At the center of the film is Jean-Michel Basquiat, going about a magical version of a typical day in his life. He gets evicted from his apartment and just needs a place to stay while he gets his back rent, but he’s as invested in making art and meeting beautiful women as he is in paying off his landlord. Along the way he makes some unusual tags—including a multiple-choice graffiti bomb on some scaffolding—and catches some punk music. Jean-Michel’s denouement has both a whimsical side (one that involves Debbie Harry as the best fairy godmother ever), and an aspect that I found slightly cynical. (This might say more about me than about the actual closing, though.) Basquiat’s presence at times seems like a reactive one. He regards the punk and new wave scenes in New York with an arched eyebrow and a smirk, as though he can’t believe the spectacle unfolding before him and doesn’t know his place in it.
After seeing Jeffrey Wright play Basquiat, and after seeing Basquiat himself play a role inspired by his experiences, viewers might want to see the real Jean-Michel Basquiat. Contemporary B-movie director Tamra Davis has you covered.

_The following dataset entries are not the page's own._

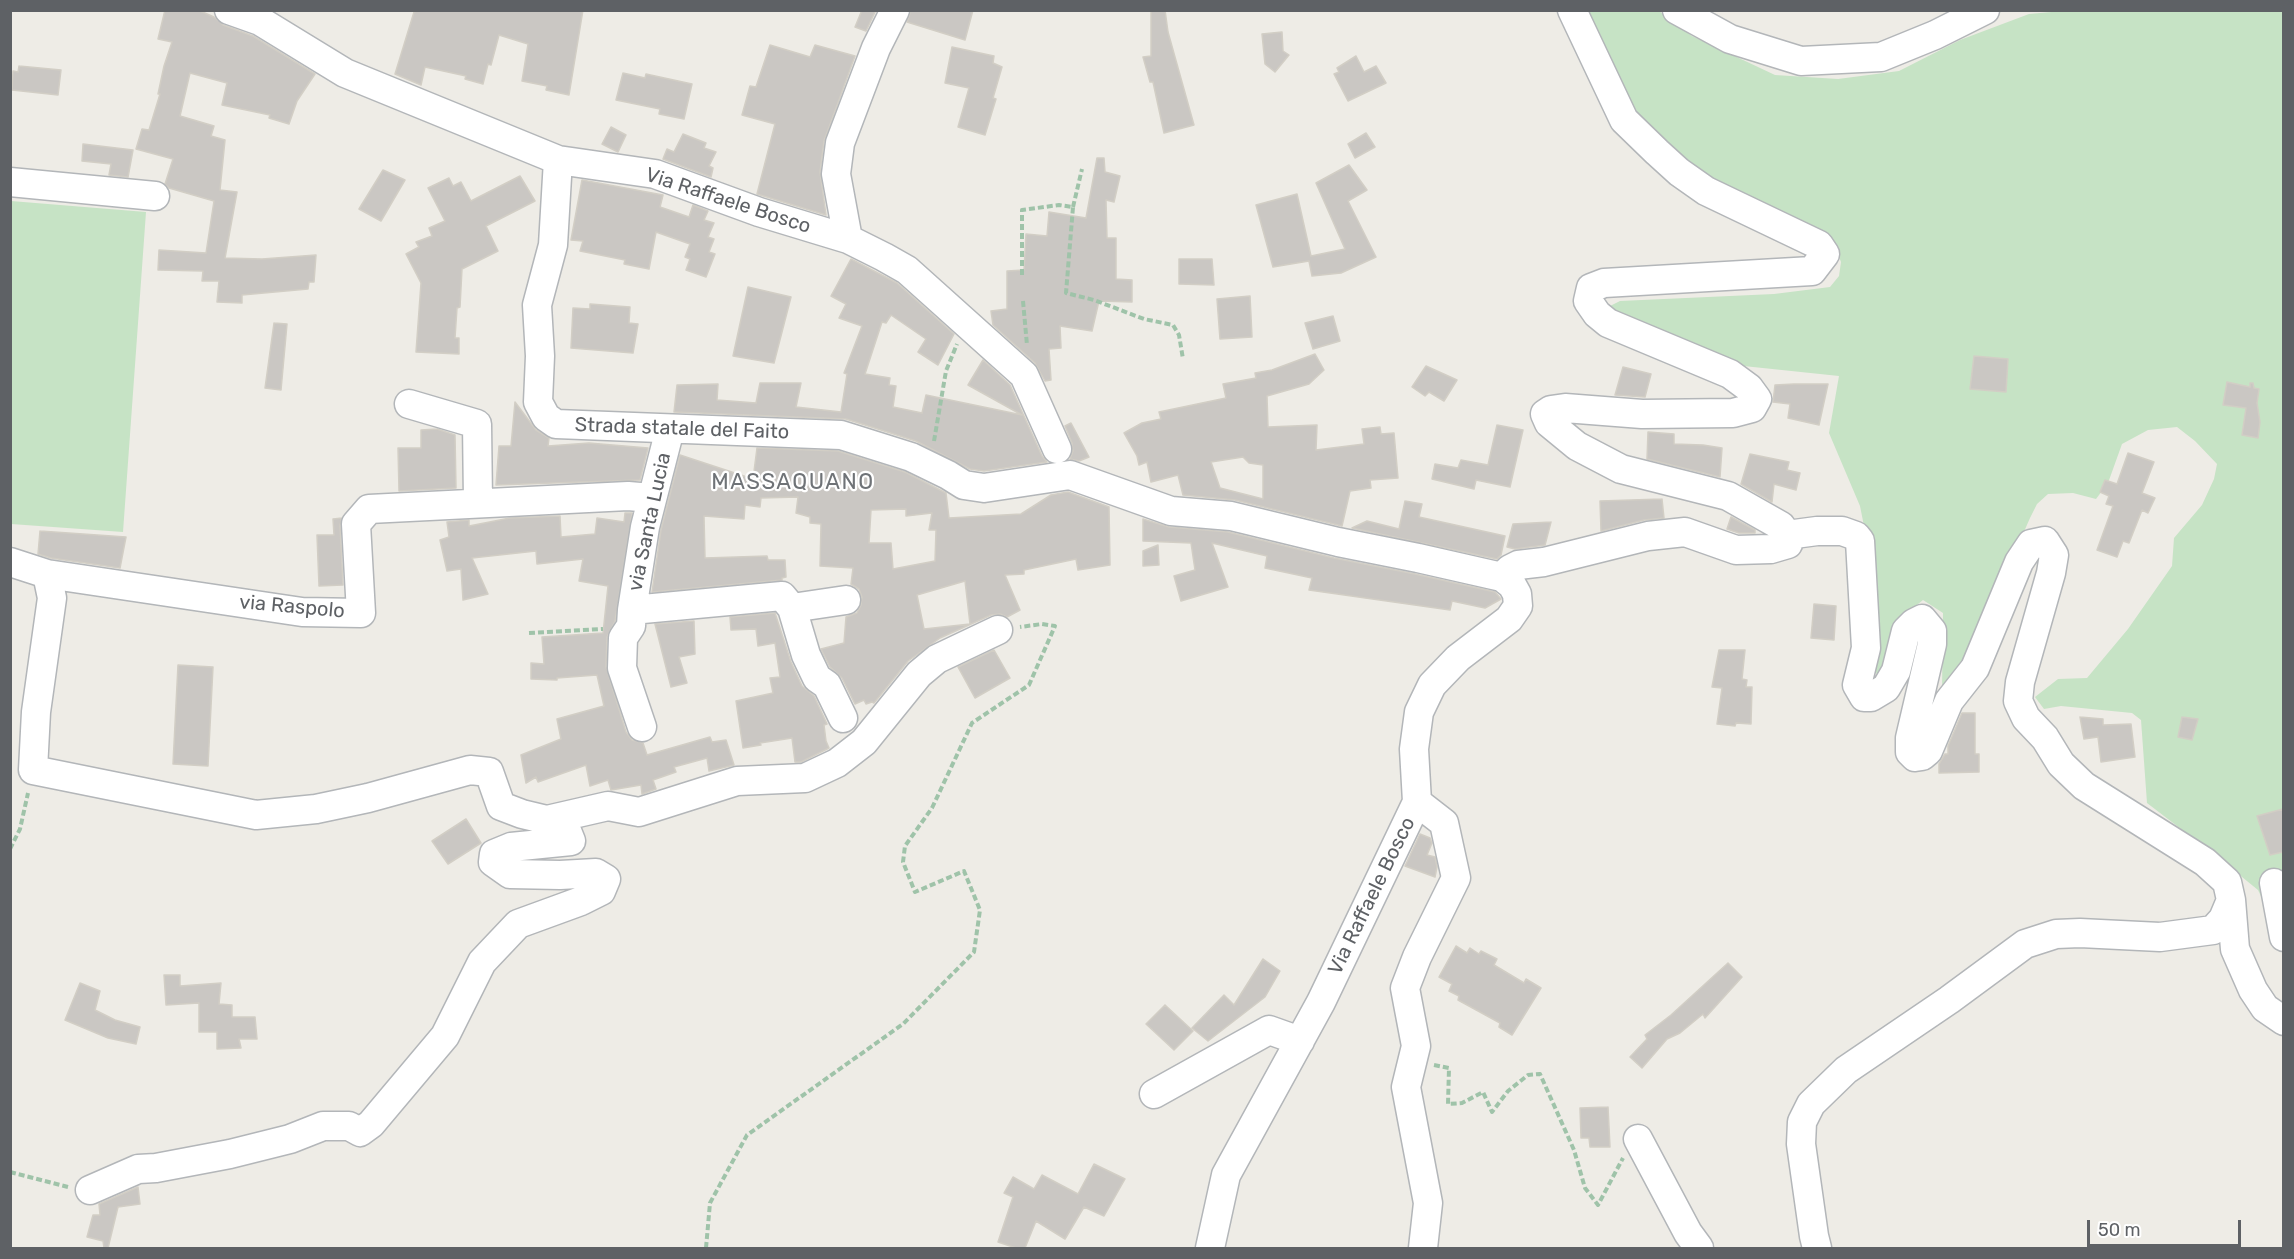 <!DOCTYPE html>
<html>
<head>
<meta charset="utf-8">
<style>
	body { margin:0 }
	#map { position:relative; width:2294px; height:1259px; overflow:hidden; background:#eeece6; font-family:Rubik,sans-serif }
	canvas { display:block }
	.frame { position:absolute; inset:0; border:12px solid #5e6165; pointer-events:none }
	.scale { position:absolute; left:2087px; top:1220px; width:154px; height:27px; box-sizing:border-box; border:3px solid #5e6165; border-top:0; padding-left:8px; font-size:18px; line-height:21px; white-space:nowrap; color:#5e6165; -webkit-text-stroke:4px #fff; paint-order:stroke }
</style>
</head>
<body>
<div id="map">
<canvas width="2294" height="1259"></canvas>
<div class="frame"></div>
<div class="scale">50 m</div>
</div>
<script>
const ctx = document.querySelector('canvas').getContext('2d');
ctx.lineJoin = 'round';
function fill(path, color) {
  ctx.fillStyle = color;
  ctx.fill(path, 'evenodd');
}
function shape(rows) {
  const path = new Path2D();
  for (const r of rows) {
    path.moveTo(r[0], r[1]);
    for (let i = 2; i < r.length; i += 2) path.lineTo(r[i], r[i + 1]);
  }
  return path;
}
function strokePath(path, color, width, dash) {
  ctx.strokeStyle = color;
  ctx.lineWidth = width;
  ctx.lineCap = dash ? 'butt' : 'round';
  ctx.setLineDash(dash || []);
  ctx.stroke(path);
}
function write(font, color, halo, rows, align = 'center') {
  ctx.font = font + ' Rubik,sans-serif';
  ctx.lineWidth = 4.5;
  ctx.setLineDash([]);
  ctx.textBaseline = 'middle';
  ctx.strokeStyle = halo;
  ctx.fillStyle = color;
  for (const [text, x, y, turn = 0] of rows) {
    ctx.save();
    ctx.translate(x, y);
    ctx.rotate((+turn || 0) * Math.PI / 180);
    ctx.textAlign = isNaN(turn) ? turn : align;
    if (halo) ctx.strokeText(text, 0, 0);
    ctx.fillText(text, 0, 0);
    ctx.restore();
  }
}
fill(shape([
	[2074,10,2283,11,2283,941,2258,890,2215,855,2147,803,2141,720,2132,713,2061,706,2044,709,2035,697,2058,679,2087,678,2128,629,2172,566,2174,538,2202,505,2214,479,2217,464,2195,441,2177,427,2148,430,2122,444,2108,483,2096,499,2073,493,2048,494,2037,504,2030,518,1960,677,1942,691,1943,613,1923,600,1912,609,1879,682,1873,662,1867,541,1860,506,1829,433,1839,376,1734,365,1608,307,1620,301,1774,294,1830,287,1839,276,1841,262,1836,249,1712,185,1643,130,1584,11,1659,11,1692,36,1775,75,1838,79,1899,71,1960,40,2029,14],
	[11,201,146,212,123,532,11,524]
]), '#c6e3c5');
const building = shape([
	[165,10,198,10,214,17,223,25,253,36,315,74,297,101,289,124,269,118,270,115,222,105,227,83,190,73,180,116,214,126,211,136,225,140,220,190,237,192,225,258,262,259,316,255,314,282,309,282,308,289,242,295,242,303,217,302,219,281,202,281,203,271,158,270,159,250,206,253,214,201,169,188,165,184,173,159,136,149,142,129,149,130,160,94,158,94,164,66,172,42,158,39,165,10],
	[420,10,583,10,569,95,546,90,547,86,522,81,528,44,499,35,491,65,488,64,483,84,465,79,466,76,425,67,421,85,395,74,414,12,420,10],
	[862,10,876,10,866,31,855,27,862,10],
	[911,10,973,10,965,40,907,22,911,10],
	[1151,10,1165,10,1168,32,1194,125,1164,133,1153,82,1150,82,1143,57,1151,56,1151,10],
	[1282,32,1283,51,1289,55,1275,72,1265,64,1262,34,1282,32],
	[770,45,810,57,815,45,855,56,824,141,820,172,826,215,757,194,775,124,742,115,750,86,756,87,770,45],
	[952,47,994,56,993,63,1002,67,993,98,996,99,985,135,958,127,969,88,945,83,952,47],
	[1356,56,1364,72,1376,66,1386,83,1348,101,1334,74,1339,72,1337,68,1356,56],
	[19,66,61,70,58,95,12,90,13,71,18,72,19,66],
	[623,73,645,78,646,74,692,84,684,119,659,114,660,109,616,100,623,73],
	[611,127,626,135,618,152,602,144,611,127],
	[1366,133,1375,147,1355,158,1348,144,1366,133],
	[683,134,706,143,704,148,716,152,709,166,713,168,711,177,663,159,667,149,674,152,683,134],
	[83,144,133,150,128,177,109,175,111,164,82,161,83,144],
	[1097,158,1104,158,1105,172,1120,176,1114,202,1106,200,1107,238,1116,238,1116,279,1132,280,1132,302,1099,301,1092,331,1060,326,1061,348,1049,349,1051,380,1045,381,1035,363,993,325,991,311,1007,309,1007,271,1024,270,1026,234,1047,236,1049,212,1086,218,1097,158],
	[1349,165,1367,190,1348,201,1376,257,1341,273,1312,276,1309,261,1273,267,1256,205,1297,194,1311,256,1345,249,1316,183,1349,165],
	[383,170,405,180,381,221,359,209,383,170],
	[520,176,535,201,486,226,498,251,462,269,460,307,457,308,455,338,459,338,459,354,416,352,421,283,406,254,419,247,416,242,432,236,429,228,445,221,428,188,449,178,453,186,461,182,471,201,520,176],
	[582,180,663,195,660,207,689,217,693,205,708,211,704,220,714,223,708,237,714,239,709,252,715,254,706,277,686,270,690,259,685,257,690,244,656,232,649,269,624,264,625,260,580,251,583,241,571,240,582,180],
	[851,259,897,283,954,334,938,365,918,352,926,339,891,315,886,323,882,322,865,374,890,378,889,385,896,386,893,407,922,413,926,395,1022,415,968,385,983,360,1010,385,1042,456,1047,462,984,471,970,469,916,441,846,419,674,412,677,385,718,384,717,400,756,403,760,383,801,383,796,407,841,412,847,374,844,373,862,326,839,318,846,304,831,296,851,259],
	[1179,259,1212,259,1214,285,1179,284,1179,259],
	[748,287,791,297,774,363,733,356,748,287],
	[1250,296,1252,337,1220,339,1217,299,1250,296],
	[590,304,630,307,629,323,638,324,633,353,571,348,573,308,590,309,590,304],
	[1333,316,1340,341,1313,349,1305,323,1333,316],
	[274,323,287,324,281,390,265,388,274,323],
	[1315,354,1324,370,1309,384,1267,396,1268,427,1317,425,1316,450,1364,444,1362,429,1380,427,1381,434,1394,433,1398,478,1370,480,1371,488,1350,491,1342,526,1235,500,1183,495,1178,475,1151,482,1147,462,1139,465,1137,456,1124,433,1142,423,1161,419,1159,412,1226,398,1223,384,1256,378,1255,373,1272,370,1315,354],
	[1243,457,1249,463,1263,465,1263,499,1220,488,1211,462,1243,457],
	[1974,356,2008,359,2006,392,1970,389,1974,356],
	[1426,366,1457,380,1444,401,1429,392,1425,396,1412,387,1426,366],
	[1623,367,1651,374,1645,397,1615,395,1623,367],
	[2227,382,2250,387,2250,383,2253,383,2254,388,2259,389,2257,403,2260,422,2258,438,2242,435,2246,408,2223,405,2227,382],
	[1794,384,1828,384,1819,425,1788,418,1790,404,1773,402,1775,385,1794,384],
	[515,402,536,430,549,438,548,446,589,443,648,448,640,480,496,485,499,446,511,446,515,402],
	[1071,423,1089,457,1079,461,1070,459,1073,451,1072,443,1065,426,1071,423],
	[1497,425,1523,430,1510,487,1476,480,1474,489,1432,479,1435,464,1458,468,1461,460,1488,465,1497,425],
	[437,429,455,435,456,488,399,491,398,448,421,448,421,430,437,429],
	[1648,432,1674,434,1674,444,1703,445,1722,448,1720,477,1647,459,1648,432],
	[757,448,838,451,905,472,946,493,949,518,1021,514,1051,495,1068,492,1109,507,1110,565,1078,570,1076,559,1024,570,1024,574,1005,575,1020,610,1007,617,1000,614,991,615,940,638,908,661,874,703,872,702,866,704,864,700,855,704,842,678,830,667,821,649,844,643,846,617,857,613,861,605,862,597,859,589,851,584,853,568,820,566,821,524,810,523,810,517,796,513,798,497,761,498,760,507,745,505,744,519,704,516,705,558,767,556,768,560,785,560,786,577,782,578,782,580,652,592,661,530,680,455,753,479,757,448],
	[906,509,906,516,932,513,929,530,936,530,935,561,893,569,891,543,869,543,871,510,906,509],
	[965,581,970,624,924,629,917,595,965,581],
	[2128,453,2154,462,2142,493,2155,498,2148,513,2142,510,2129,543,2123,541,2117,557,2097,550,2113,506,2106,504,2109,496,2100,492,2105,480,2117,484,2128,453],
	[1750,454,1789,462,1787,470,1800,473,1796,490,1774,484,1772,502,1741,484,1750,454],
	[1662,499,1664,518,1644,520,1601,531,1600,501,1662,499],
	[1405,501,1422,504,1419,517,1505,536,1501,555,1497,559,1352,528,1367,521,1399,529,1405,501],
	[625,513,632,513,615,621,607,637,606,667,626,732,632,740,643,743,647,755,710,737,712,742,726,740,734,765,709,771,707,758,674,767,676,772,653,780,656,789,642,794,641,785,611,790,608,780,590,786,586,765,538,782,536,777,526,783,521,755,561,739,557,719,604,706,597,675,557,678,557,680,531,679,531,663,544,664,542,637,603,633,608,586,579,581,583,559,537,564,536,551,472,558,488,594,463,600,461,569,447,571,440,540,449,537,447,522,469,520,469,526,510,518,560,516,561,537,595,534,597,518,624,522,625,513],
	[1731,517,1755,530,1755,533,1739,533,1727,529,1731,517],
	[342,518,340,525,343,585,319,586,317,535,334,535,333,519,342,518],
	[1143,519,1169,527,1228,532,1334,558,1415,574,1495,592,1501,599,1485,608,1452,601,1450,610,1309,590,1312,578,1265,568,1267,556,1212,543,1228,587,1181,601,1174,576,1195,570,1191,543,1143,541,1143,519],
	[1551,522,1545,545,1515,549,1507,547,1513,524,1551,522],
	[40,531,126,537,120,568,51,558,38,554,40,531],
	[1158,545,1159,565,1143,566,1143,551,1158,545],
	[1814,604,1836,606,1834,640,1811,638,1814,604],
	[775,613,791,662,802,686,814,696,827,724,824,725,826,741,829,748,801,762,795,762,792,738,760,743,761,745,743,748,736,701,773,693,770,678,780,677,775,643,758,646,756,629,731,630,730,617,775,613],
	[694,621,695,654,679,657,687,683,671,687,655,624,694,621],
	[994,650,1010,678,975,698,958,667,994,650],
	[1719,650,1745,650,1742,679,1747,680,1746,687,1752,687,1751,724,1736,723,1735,726,1717,724,1722,688,1712,687,1719,650],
	[178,665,213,667,208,766,173,764,178,665],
	[1962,713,1975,713,1975,754,1979,754,1979,772,1939,773,1939,764,1945,754,1948,754,1948,746,1962,713],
	[2080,717,2103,719,2103,725,2131,724,2135,757,2101,762,2098,737,2084,739,2080,717],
	[2182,717,2198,719,2192,740,2178,737,2182,717],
	[2283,809,2283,852,2270,855,2257,816,2283,809],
	[466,819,481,843,448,864,432,841,466,819],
	[1420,834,1430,838,1432,843,1427,855,1435,857,1437,867,1435,877,1405,866,1420,834],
	[1456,946,1467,953,1470,948,1479,954,1481,951,1497,959,1494,965,1524,983,1526,979,1541,988,1512,1035,1499,1027,1500,1023,1458,1000,1459,996,1449,991,1452,984,1439,977,1456,946],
	[1263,959,1280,971,1265,997,1208,1041,1192,1028,1224,995,1234,1005,1263,959],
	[1728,963,1742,977,1705,1018,1703,1014,1680,1033,1667,1039,1642,1068,1630,1057,1647,1039,1645,1035,1671,1015,1728,963],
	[164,975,180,975,180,986,221,983,219,1004,232,1005,232,1017,255,1017,257,1039,239,1039,241,1048,217,1049,217,1032,199,1032,199,1003,166,1005,164,975],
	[80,983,100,991,95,1010,115,1020,140,1027,136,1044,108,1038,65,1020,80,983],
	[1165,1005,1193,1031,1174,1050,1146,1024,1165,1005],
	[1608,1107,1610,1147,1590,1147,1589,1138,1581,1138,1580,1108,1608,1107],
	[1094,1164,1125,1179,1104,1216,1084,1207,1065,1239,1036,1221,1025,1248,1016,1248,998,1242,1013,1197,1004,1193,1013,1177,1034,1189,1042,1175,1078,1194,1094,1164],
	[138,1187,140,1204,118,1207,108,1248,104,1248,103,1241,87,1237,93,1215,100,1215,99,1204,138,1187]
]);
fill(building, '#cac7c3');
strokePath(building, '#d2cec5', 1.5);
const minor = shape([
	[229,10,260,21,345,73,558,160,655,174,759,212,848,239,884,257,907,270,1024,375,1057,449],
	[1677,10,1730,39,1801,61,1881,57,1935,35,1985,10],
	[558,160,553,245,537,305,540,356,538,402,546,417,556,424,841,435,911,457,948,475,964,485,984,488,1070,475,1171,511,1231,516,1338,542,1418,558,1493,575,1502,577,1512,585,1517,594,1518,606,1509,619,1458,658,1432,685,1419,712,1414,749,1417,802,1321,1002,1226,1175,1210,1248],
	[10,182,155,196],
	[848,239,836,174,840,143,876,48,895,10],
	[409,404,477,424,478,502],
	[670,429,645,527,632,610,782,596,792,608,846,600],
	[1787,535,1817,531,1842,531,1856,536,1860,541,1866,648,1857,685,1864,697,1871,697,1886,688,1896,671,1906,631,1914,623,1922,619,1932,631,1932,644,1910,738,1910,752,1915,757,1922,756,1928,751,1949,701,1975,668,2019,562,2031,544,2045,541,2054,555,2051,573,2020,682,2018,701,2026,718,2045,738,2061,764,2084,786,2205,862,2227,882,2231,900,2223,919,2213,930,2160,937,2080,933,2056,934,2025,944,1949,1000,1846,1070,1811,1104,1802,1122,1801,1144,1814,1236,1817,1248],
	[10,562,47,574,302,612,361,613,356,524,369,509,628,496,652,498],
	[47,574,52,598,36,712,33,770,256,815,316,809,368,798,470,770,489,772,501,806,522,814,547,820,608,806,639,812,737,781,805,778,837,763,864,742,919,674,937,659,998,630],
	[1502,577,1510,569,1518,565,1544,562,1648,536,1685,532,1736,550,1771,549,1788,544,1787,535,1781,526,1728,496,1621,469,1577,446,1549,423,1545,414,1551,410,1565,408,1642,414,1733,413,1752,408,1757,399,1749,388,1730,374,1608,323,1597,314,1588,301,1591,288,1604,283,1812,271,1825,254,1819,245,1706,191,1679,172,1657,152,1624,120,1572,10],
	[792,608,806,655,817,678,827,685,843,718],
	[632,610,631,626,623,638,622,668,642,727],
	[1417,802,1444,823,1456,878,1417,957,1405,988,1416,1046,1406,1087,1428,1203,1423,1248],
	[2274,883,2284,937],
	[2231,900,2235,949,2253,990,2265,1008,2284,1021],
	[1154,1094,1269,1030,1300,1041],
	[1638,1139,1688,1233,1699,1248],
	[90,1190,138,1169,156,1168,230,1154,290,1139,323,1126,349,1126,360,1132,371,1124,445,1036,482,962,518,924,581,901,601,891,606,879,596,873,560,875,510,874,493,862,494,854,511,847,571,841,567,831,547,820]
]);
strokePath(minor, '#b3b6b9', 31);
strokePath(shape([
	[1073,207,1082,169],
	[1022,275,1022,210,1059,205,1073,207,1066,293,1094,300,1144,319,1173,325,1179,335,1183,359],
	[1023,301,1027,345],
	[934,441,946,371,957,344],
	[529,633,603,629],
	[10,849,20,829,28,793],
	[1434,1065,1449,1068,1448,1104,1462,1103,1483,1092,1492,1112,1508,1091,1528,1075,1540,1074,1574,1150,1585,1188,1598,1205,1623,1158],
	[10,1172,68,1187],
	[706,1248,710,1203,747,1135,903,1024,974,952,980,910,964,871,915,892,903,862,905,846,932,808,972,723,1029,685,1055,626,1042,624,1020,627]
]), '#9fc3a9', 4, [6, 3]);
strokePath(minor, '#fff', 28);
write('20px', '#5e6165', '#fff', [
	["Via Raffaele Bosco",728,201,18],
	["Strada statale del Faito",682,429,2],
	["via Santa Lucia",650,522,-78],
	["via Raspolo",292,607,5],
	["Via Raffaele Bosco",1372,896,-64]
]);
ctx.letterSpacing = '1.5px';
write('22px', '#6f7377', '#fff', [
	["MASSAQUANO",793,483]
]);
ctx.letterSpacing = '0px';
</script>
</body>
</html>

As a film student at UCLA, Davis conducted one of the few video interviews with the artist.
Her documentary The Radiant Child contextualizes Basquiat’s work in the NYC art world, from a racial perspective, and in the history of the Basquiat family. After seeing Basquiat, learning the real story behind some of the characters and events was fascinating. Julian Schnabel’s presence in the film allows us to see a more complex, competitive variation on the brotherly friendship portrayed in the biopic. The “real” version of the interview Basquiat did for the TV crew is also much funnier than its staged counterpart.
However, the star of the show is Jean-Michel Basquiat. He appears neither as the go-go salesman that many of his art-world peers were, nor as the doped-up bridge and tunnel denizen of Schnabel’s depiction. The Basquiat that emerges in Davis’s portrait is a ruminative artist who takes his time choosing the right words for his interlocutor’s questions. His thoughtful, ethereal presence made him more of a human presence for me, and reminded me of some people I know.
Unlike the other films, The Radiant Child puts Basquiat’s presence front and center. Various interview subjects speak to a fortuitous gift of Grey’s Anatomy as the spark that lit his interest in art and informed his chaotic, anatomically inspired canvases. His tendency towards competition among other artists and his love of hard bop are also paralleled in his work. While Tamra Davis obviously has a great love for her subject, she portrays him in a multifaceted way and does look at his less pleasant sides. Her subjective take on Basquiat is much welcomed.